Le silence, en cadeau à s'offrir, en espèces sonnantes. Regarde, je te prends et te paye en silences. Ta valeur est ailleurs. Pourquoi un dépot de mots doux ? Pourquoi pas de mots de peau ? Douce. Mots-dépots. Dépotoir. Ils ne te suffisent donc pas ? Mais que veux-tu d'autre ? Être rassurée ? En dégoulinements de mots mielleux ? C'est cela que tu veux ?
Elle secouait la tête, disait non. Que dire d'autre ? Allait-elle poursuivre toute sa vie cette quête insensée ? Se donner en patûre pour quelques âneries qu'elle serait seule à croire vraies. Elle le savait bien que certains avaient entendu l'écho de cet abîme de silence, avaient ouvert la brêche, l'avaient emplie de mots-doux. Pour rien. Rien que son sourire qui les éclaboussait alors ? Troc stupide et vain. Elle bradait son bonheur. Elle se bradait. (...)

Juillet 2006 
Neuf mois, comme  pour mettre au monde un enfant. Neuf mois, pour que je me retourne. Et relise les mots anciens.

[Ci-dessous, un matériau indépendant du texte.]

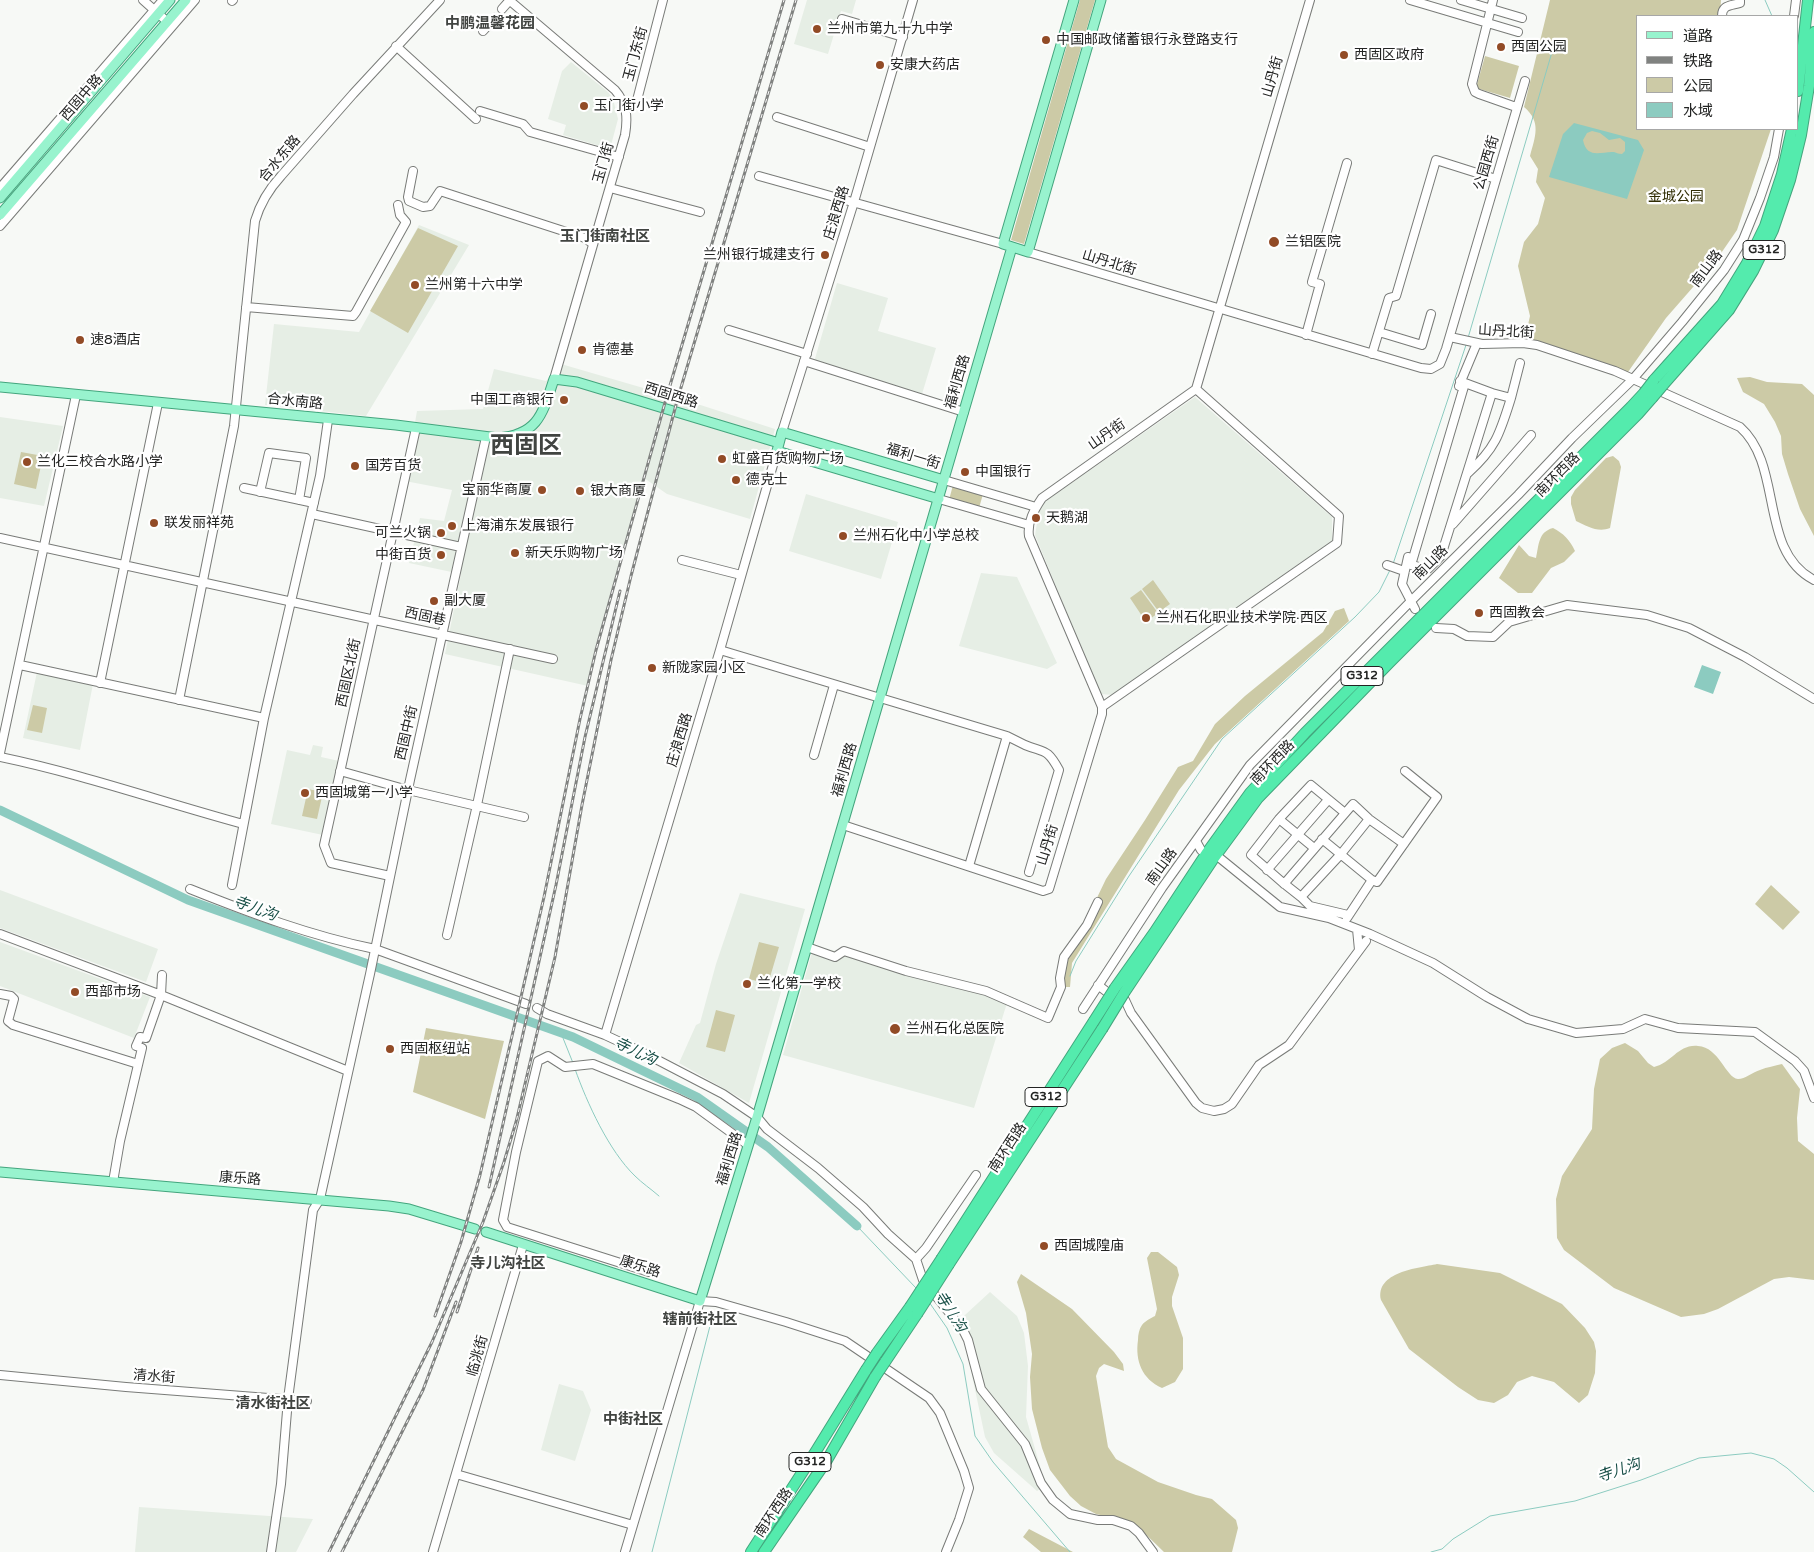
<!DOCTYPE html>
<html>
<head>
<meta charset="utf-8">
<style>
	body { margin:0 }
	#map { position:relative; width:1814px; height:1552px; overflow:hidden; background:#f7f9f6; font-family:"Varela Round","Noto Sans SC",sans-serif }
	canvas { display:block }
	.legend { position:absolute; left:1636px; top:15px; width:162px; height:115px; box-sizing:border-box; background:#fff; border:1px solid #a7a7a7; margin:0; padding:6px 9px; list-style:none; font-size:15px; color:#232423 }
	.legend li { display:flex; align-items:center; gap:10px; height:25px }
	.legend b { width:25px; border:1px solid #a7a7a7 }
</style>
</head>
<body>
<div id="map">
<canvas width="1814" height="1552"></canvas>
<ul class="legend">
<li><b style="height:6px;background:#98f3ce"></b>道路</li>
<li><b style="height:6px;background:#808280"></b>铁路</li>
<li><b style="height:14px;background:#cccaa6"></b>公园</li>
<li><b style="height:14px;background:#8ccbc0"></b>水域</li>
</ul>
</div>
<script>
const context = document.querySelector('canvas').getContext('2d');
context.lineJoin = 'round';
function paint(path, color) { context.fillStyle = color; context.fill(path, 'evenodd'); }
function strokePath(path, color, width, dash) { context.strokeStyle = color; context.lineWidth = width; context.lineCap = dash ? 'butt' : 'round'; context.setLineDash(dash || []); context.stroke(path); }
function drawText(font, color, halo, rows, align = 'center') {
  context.font = font + ' "Varela Round","Noto Sans SC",sans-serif'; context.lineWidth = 4.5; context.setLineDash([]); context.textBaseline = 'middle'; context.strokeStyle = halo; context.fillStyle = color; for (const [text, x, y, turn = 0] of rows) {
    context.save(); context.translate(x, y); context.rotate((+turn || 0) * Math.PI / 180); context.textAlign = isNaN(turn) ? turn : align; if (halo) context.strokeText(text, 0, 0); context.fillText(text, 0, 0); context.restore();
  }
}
paint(new Path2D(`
	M807,0H856L852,14L841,11L828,54L794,44Z
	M571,62L608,92L613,99L618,119L610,149L563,135L566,125L548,119L562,71Z
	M419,225L469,245L366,416L265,405L274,324L359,332Z
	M837,283L888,298L878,331L936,348L922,394L814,362Z
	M561,364L688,401L775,429L750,519L667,494L644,478L588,686L445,654L461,574L409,563L420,518L444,521L452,490L405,481L417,411L483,409L494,369L546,381Z
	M1195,397L1332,517V543L1114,695L1100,694L1035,535L1040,505Z
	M0,417L63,426L44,506L0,498Z
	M806,494L898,522L881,579L789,551Z
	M981,573L1017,577L1057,663L1047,669L959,646Z
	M37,672L93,684L80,750L23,738Z
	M313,745L323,747L321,757L339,761L323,835L271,824L287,750L310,755Z
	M0,890L158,949L146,982L0,928Z
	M740,893L805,909L749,1103L679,1063L696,1025L700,1023L716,964Z
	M0,942L150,997L134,1038L0,986Z
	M814,945L983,992L1007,1003L974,1108L783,1055Z
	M990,1292L1017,1316L1024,1333L1028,1366L1026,1417L1043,1477L1048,1484L1037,1491L994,1453L985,1437L965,1342L953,1326Z
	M559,1384L583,1391L591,1410L575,1461L541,1450Z
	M139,1507L313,1519L296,1552H135Z`), '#e6eee5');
paint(new Path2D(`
	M1080,0H1095L1024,244L1011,240Z
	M1550,0H1721L1720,16H1638V129H1771L1737,230L1715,262L1666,318L1628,372L1525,338L1530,316L1518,266L1524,242L1538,224L1545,198L1536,182L1538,169L1530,156C1535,137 1542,122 1524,107Z
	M1485,56L1519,66L1510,98L1476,88Z
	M418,228L458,246L408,333L370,311Z
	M1750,377L1767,382L1802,384L1814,395V536L1800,509L1788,474L1782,454L1781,436L1775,422L1764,404L1743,392L1737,378Z
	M21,452L43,456L36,489L14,484Z
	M1613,456L1619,461L1621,467L1610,528C1598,533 1587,526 1576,521L1571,504V497L1575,490L1606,458Z
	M953,485L983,494L979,508L949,500Z
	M1553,528C1563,533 1570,540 1575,551L1564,562L1551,568L1532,593H1518L1499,578L1519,545L1529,556L1536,558C1539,545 1538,532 1553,528Z
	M1153,580L1170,604L1159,612L1142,589Z
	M1141,590L1158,613L1146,622L1130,598Z
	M1344,608L1349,621L1215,744L1179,790L1072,963L1070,987H1064L1059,968L1081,931L1106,879L1145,820L1178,767L1193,761L1215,724L1245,696L1323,632L1335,611Z
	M33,705L47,708L42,733L27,730Z
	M308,789L323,792L317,819L302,816Z
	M1771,885L1800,912L1783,930L1755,904Z
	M759,942L779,947L768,984L749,979Z
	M716,1010L735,1015L725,1052L706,1047Z
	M426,1028L504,1041L485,1119L413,1092Z
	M1625,1043L1638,1051L1648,1063L1654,1067C1672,1063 1678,1044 1698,1046C1719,1047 1726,1078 1738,1079C1745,1079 1753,1072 1760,1070C1767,1067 1775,1066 1782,1064L1800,1089L1797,1118L1798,1141L1814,1154V1280L1789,1277L1774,1279L1718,1309L1704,1314L1681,1317L1614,1288L1564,1250L1557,1238L1556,1199L1562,1176L1592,1129L1594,1089L1600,1059L1612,1048Z
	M1151,1252H1158L1177,1267L1179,1275L1172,1297V1306L1183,1338V1369L1175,1382L1162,1388C1142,1379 1135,1361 1138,1340C1138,1335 1139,1329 1142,1325C1145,1321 1151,1318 1155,1316L1157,1309L1147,1258Z
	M1437,1264L1500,1273L1562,1304L1585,1328L1594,1342L1596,1351L1595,1373L1588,1395L1579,1403L1554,1382L1532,1376L1517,1382L1508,1395L1494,1403L1478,1400L1458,1387L1409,1349L1381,1300C1375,1272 1418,1268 1437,1264Z
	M1021,1274L1072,1309L1114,1352L1123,1364L1124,1371L1104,1364L1099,1368L1096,1376L1108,1447L1116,1459L1158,1482L1196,1495L1212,1499L1236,1520L1238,1528L1232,1552H1164L1134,1523L1096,1514L1081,1506L1070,1496L1050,1470L1042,1448L1032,1409L1030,1377L1032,1354L1026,1313L1017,1282Z
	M1029,1529L1073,1552H1041L1023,1537Z`), '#cccaa6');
paint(new Path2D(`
	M1574,123L1638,140L1644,150L1627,199L1549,177L1563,134ZM1592,131L1600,133L1609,140L1620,138L1625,142V151L1622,154C1619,154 1617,153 1614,152C1602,151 1587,160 1583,140L1587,133Z
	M1702,665L1721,672L1713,694L1694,687Z`), '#8ccbc0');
strokePath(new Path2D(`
	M1765,0L1772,16
	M1468,338L1552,52
	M1393,564L1466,345
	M1070,976L1076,961L1129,876L1222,739L1355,617L1379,592L1390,570
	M561,1033L573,1063
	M575,1069C587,1103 609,1151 635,1176C642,1183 651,1189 659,1196
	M857,1226L916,1288
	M929,1302L947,1328L963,1364L975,1436L993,1462L1070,1552
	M652,1552L711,1322
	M1431,1552L1442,1549L1453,1539L1490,1516L1575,1501L1641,1480L1699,1458L1751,1453L1774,1459L1787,1468L1814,1492`), '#8ccbc0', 1);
strokePath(new Path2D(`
	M0,810L188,900L573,1037L697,1097L768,1147L857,1226`), '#8ccbc0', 9);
strokePath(new Path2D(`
	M492,21L502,9`), '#cdcecc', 8, [8, 4]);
const minor = new Path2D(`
	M143,0L171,25
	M509,0L615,90C627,104 628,117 625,135L554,379
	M1410,0L1518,32
	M1461,0L1522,18
	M1493,0L1472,84L1475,92L1479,94L1516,107
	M232,1L233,0
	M502,9L509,1
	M1722,16C1722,5 1730,6 1740,3V0
	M1794,16L1796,0
	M842,19L903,37
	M483,31L492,21
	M396,46L476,119
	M626,109L636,104L663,0
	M480,111L523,124L530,132L619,157
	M777,117L870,147
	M413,171L408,197L409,201L423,207L430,206L440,191L585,238L593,244
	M759,176L1003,244
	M0,188L163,0
	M610,188L700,212
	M0,226L195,0
	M1028,252L1421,368L1431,369L1440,364L1446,349L1525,81
	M246,307L353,316L356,312L406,222L400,215L398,205
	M729,330L807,354
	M1379,332L1422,345L1431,314
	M1306,335L1320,284L1312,282L1347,163
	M1450,337L1482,344L1523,343L1537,345L1615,371L1740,427C1784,466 1758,551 1814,580
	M1372,354L1389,298L1396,296L1436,160L1496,179
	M804,361L964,412
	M1460,381L1465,383L1411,565L1428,569L1441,556L1492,393L1465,383
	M1459,386L1477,343
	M1511,398L1520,363
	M782,432L854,202L913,0
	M1468,473C1496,448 1500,433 1511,398L1492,393
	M944,480L1036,507
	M244,488L314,503
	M260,492L269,453L306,458L299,500
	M939,499L1029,525
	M312,514L461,547
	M1453,524L1531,435
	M0,538L553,659
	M1408,557L1402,584L1415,609
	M682,560L741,575
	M1387,565L1404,571
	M1436,628L1454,629L1467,636L1493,637L1509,622L1567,605L1647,615L1689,628L1745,657L1814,699
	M720,650L1007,736C1013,739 1019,742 1025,745C1045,753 1047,748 1059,770L1029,872
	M20,665L264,718
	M100,683L158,403
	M179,700L234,426L255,221C260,204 269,189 281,176L353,94L440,0
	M1102,707L1337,543L1339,516L1196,389
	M0,753L76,395
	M814,755L834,685
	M0,757C82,774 162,802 243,824
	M340,771L408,790L524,817
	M1345,813L1311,785L1279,819L1251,855L1282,882L1301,897L1310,906L1348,915
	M1279,819L1314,848
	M843,825L1043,891L1049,889L1102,714V707L1029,536C1027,522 1034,510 1042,498L1196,389L1310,0
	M1322,839L1372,880L1347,918
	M1196,841L1201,850
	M1221,859L1280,907L1329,918L1370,934L1433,963L1487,997L1528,1019L1576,1033L1623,1029L1645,1019L1678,1028L1755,1032L1795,1061L1804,1071L1814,1098
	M969,866L1007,736
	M1267,870L1328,800
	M390,876L331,863L324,845L416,428
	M1372,880L1377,882L1437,797L1405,771
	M1284,884L1353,804L1369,819L1404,844
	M232,885L264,718L320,476L328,420
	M190,889C250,913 311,936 375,949L526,1004
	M1301,897L1341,854L1369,819
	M1357,929L1359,950
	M0,934L161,995L348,1071
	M447,935L477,805L510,649
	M807,947L835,957L844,951L906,971L986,991L1048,1018L1061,987L1060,978L1064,957L1087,925L1098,902
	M1098,985L1107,992L1125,1000L1131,1013L1196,1103L1202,1108L1214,1111L1224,1109L1232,1104L1259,1065L1289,1045L1366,941
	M0,994L11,996L14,999L8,1021L13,1025L138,1064
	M537,1008L547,1014L605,1035L648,1055L723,1094L757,1117L767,1129L818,1168L863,1207L888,1234L916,1259L923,1280L963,1330L968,1340L981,1389L1025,1444L1041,1483L1053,1500L1070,1514L1098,1520H1113L1131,1526L1139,1533L1153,1552
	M1083,1009L1162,888L1250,765L1410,602L1518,495L1572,438L1633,379L1682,322L1724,270L1743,240L1760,198L1774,157L1779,129
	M605,1035L720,650L777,451
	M113,1182L120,1141L142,1048L136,1046L140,1037L146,1038L161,995L162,975
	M916,1259L926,1248L976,1175
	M649,1272L507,1227L503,1220L516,1152L538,1061L548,1056L565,1067L593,1064L679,1099L696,1107L748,1145
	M0,1375L126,1387L307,1401
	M456,1474L633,1525
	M271,1552L281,1484L288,1399L313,1210L320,1199L370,974L410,780L486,437
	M433,1552L523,1245
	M625,1552L700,1301L716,1302L786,1322L845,1341L929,1398L940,1413L964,1471L969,1488L959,1520L946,1552`);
const major = new Path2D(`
	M1074,0L1003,244L1028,252L1101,0
	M0,198L170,0
	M0,215L186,0
	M0,387L396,425L498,438C539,435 543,412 554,379L577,382L779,443
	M939,499L777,451L782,432L944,480
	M0,1172L389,1206L409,1209L475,1229
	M486,1232L700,1301L757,1117L1012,247`);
const highway = new Path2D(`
	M1798,91L1808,0
	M1654,380L1722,304L1747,263L1765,226L1782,174L1792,129
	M1663,385L1729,310L1753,271L1773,230L1790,180L1801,135L1809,86L1814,32
	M1115,988L1154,933L1206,854L1250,793L1305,733L1631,407L1644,393
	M1124,993L1214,858L1258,798L1389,663L1638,414L1652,398
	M942,1258L1094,1021
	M949,1264L1102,1029
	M877,1353L910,1307
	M885,1362L917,1314
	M751,1552L816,1451L866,1370
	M764,1552L827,1460L875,1377`);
strokePath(minor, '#797b78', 10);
strokePath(major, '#43a57d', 11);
strokePath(highway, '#43a57d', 12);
strokePath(minor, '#fff', 8);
strokePath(major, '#98f3ce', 9);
strokePath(highway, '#54ebad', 10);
const rail = new Path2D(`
	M489,1187L556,885L585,737L620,591
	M457,1312L478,1248
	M435,1316L461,1242L480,1175L544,897L580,719L596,650L666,399L784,0
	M329,1552L432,1342L483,1222L504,1162L516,1122L555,957L582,805L611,660L631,576L677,401L796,0
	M342,1552L423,1390L456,1302`);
strokePath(rail, '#808280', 3);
strokePath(rail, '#fff', 1, [4]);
const highwayBridge = new Path2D(`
	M1644,393L1654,380
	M1652,398L1663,385
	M1094,1021L1115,988
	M1102,1029L1124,993
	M910,1307L942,1258
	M917,1314L949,1264
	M866,1370L877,1353
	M875,1377L885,1362`);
strokePath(highwayBridge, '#43a57d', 12, []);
strokePath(highwayBridge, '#54ebad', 10);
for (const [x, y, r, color] of [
	[817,29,5,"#924b26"],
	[1046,40,5,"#924b26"],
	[1501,47,5,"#924b26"],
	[1344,55,5,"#924b26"],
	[880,65,5,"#924b26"],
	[584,106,5,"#924b26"],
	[1274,242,6,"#924b26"],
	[825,255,5,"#924b26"],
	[415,285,5,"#924b26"],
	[80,340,5,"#924b26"],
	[582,350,5,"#924b26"],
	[564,400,5,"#924b26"],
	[722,459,5,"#924b26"],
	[27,462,5,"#924b26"],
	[355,466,5,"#924b26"],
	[965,472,5,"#924b26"],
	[736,480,5,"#924b26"],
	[542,490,5,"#924b26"],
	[580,491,5,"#924b26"],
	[1036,518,5,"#924b26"],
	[154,523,5,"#924b26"],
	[452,526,5,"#924b26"],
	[441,533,5,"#924b26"],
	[843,536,5,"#924b26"],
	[515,553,5,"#924b26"],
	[441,555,5,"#924b26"],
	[434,601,5,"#924b26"],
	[1479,613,5,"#924b26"],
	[1146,618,5,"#924b26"],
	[652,668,5,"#924b26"],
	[305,793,5,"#924b26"],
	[747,984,5,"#924b26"],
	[75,992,5,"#924b26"],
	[895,1029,6,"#924b26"],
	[390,1049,5,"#924b26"],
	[1044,1246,5,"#924b26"]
]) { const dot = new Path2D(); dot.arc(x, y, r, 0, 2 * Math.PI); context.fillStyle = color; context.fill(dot); strokePath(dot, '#fff', 2); }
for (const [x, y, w] of [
	[1764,250,42],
	[1362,676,42],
	[1046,1097,42],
	[810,1462,42]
]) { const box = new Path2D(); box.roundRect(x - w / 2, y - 9.5, w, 19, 4); context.fillStyle = '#fff'; context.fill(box); strokePath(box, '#232423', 1); }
drawText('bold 12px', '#232423', null, [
	["G312",1764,250],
	["G312",1362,676],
	["G312",1046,1097],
	["G312",810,1462]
]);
drawText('14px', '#232423', '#fff', [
	["兰州市第九十九中学",827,29],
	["中国邮政储蓄银行永登路支行",1056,40],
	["西固公园",1511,47],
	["西固区政府",1354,55],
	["安康大药店",890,65],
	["玉门街小学",594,106],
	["兰铝医院",1285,242],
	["兰州银行城建支行",815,255,"right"],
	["兰州第十六中学",425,285],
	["速8酒店",90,340],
	["肯德基",592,350],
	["中国工商银行",554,400,"right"],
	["虹盛百货购物广场",732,459],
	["兰化三校合水路小学",37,462],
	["国芳百货",365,466],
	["中国银行",975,472],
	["德克士",746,480],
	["宝丽华商厦",532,490,"right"],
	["银大商厦",590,491],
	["天鹅湖",1046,518],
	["联发丽祥苑",164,523],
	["上海浦东发展银行",462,526],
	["可兰火锅",431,533,"right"],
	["兰州石化中小学总校",853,536],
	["新天乐购物广场",525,553],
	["中街百货",431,555,"right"],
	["副大厦",444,601],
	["西固教会",1489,613],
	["兰州石化职业技术学院·西区",1156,618],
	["新陇家园小区",662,668],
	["西固城第一小学",315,793],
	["兰化第一学校",757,984],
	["西部市场",85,992],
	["兰州石化总医院",906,1029],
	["西固枢纽站",400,1049],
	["西固城隍庙",1054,1246]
], 'left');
drawText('14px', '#232423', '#fff', [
	["玉门东街",636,54,-75],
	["山丹街",1273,77,-74],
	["西固中路",82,98,-49],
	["合水东路",280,159,-50],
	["玉门街",604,163,-74],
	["公园西街",1487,163,-74],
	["庄浪西路",837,213,-73],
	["山丹北街",1109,263,17],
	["南山路",1707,269,-53],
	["山丹北街",1506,332,3],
	["福利西路",958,382,-74],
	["西固西路",671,396,17],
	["合水南路",295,402,6],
	["山丹街",1107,435,-35],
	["福利一街",913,457,17],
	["南环西路",1558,475,-45],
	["南山路",1431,563,-45],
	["西固巷",425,617,12],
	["西固区北街",349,673,-78],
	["西固中街",407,733,-77],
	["庄浪西路",680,740,-73],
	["南环西路",1273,763,-46],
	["福利西路",845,770,-74],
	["山丹街",1048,845,-73],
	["南山路",1162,867,-54],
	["南环西路",1008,1148,-57],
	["福利西路",730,1159,-73],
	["康乐路",240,1179,4],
	["康乐路",640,1267,18],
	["临洮街",478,1356,-74],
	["清水街",154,1377,4],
	["南环西路",774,1513,-56]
]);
drawText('14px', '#312e04', '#fff', [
	["金城公园",1676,197]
]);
drawText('bold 15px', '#414441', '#fff', [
	["中鹏温馨花园",490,24],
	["玉门街南社区",605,237],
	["寺儿沟社区",508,1264],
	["辖前街社区",700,1320],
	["清水街社区",273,1404],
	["中街社区",633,1420]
]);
drawText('italic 15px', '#174e46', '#fff', [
	["寺儿沟",255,909,20],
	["寺儿沟",635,1052,26],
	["寺儿沟",950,1312,57],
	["寺儿沟",1619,1471,-19]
]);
drawText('bold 24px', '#414441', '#fff', [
	["西固区",526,447]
]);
</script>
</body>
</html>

Ouvrir ma messagerie et y lire les mots reçus aujourd'hui.
Des mots d'un, d'un en qui je croyais.
C'est con, d'avoir mal comme ça. C'est con d'avoir ce besoin viscéral d'écrire. Je croyais être à nu ici. Je croyais être sincère, je vous l'assure. Mes mots doivent m'habiller bien plus encore que ma peau..
"Je ne regarderai plus ton blog où tu confies "à tout vent" tout ce que tu vis. Je n'aime pas du tout ce jeu de masque avec ton public"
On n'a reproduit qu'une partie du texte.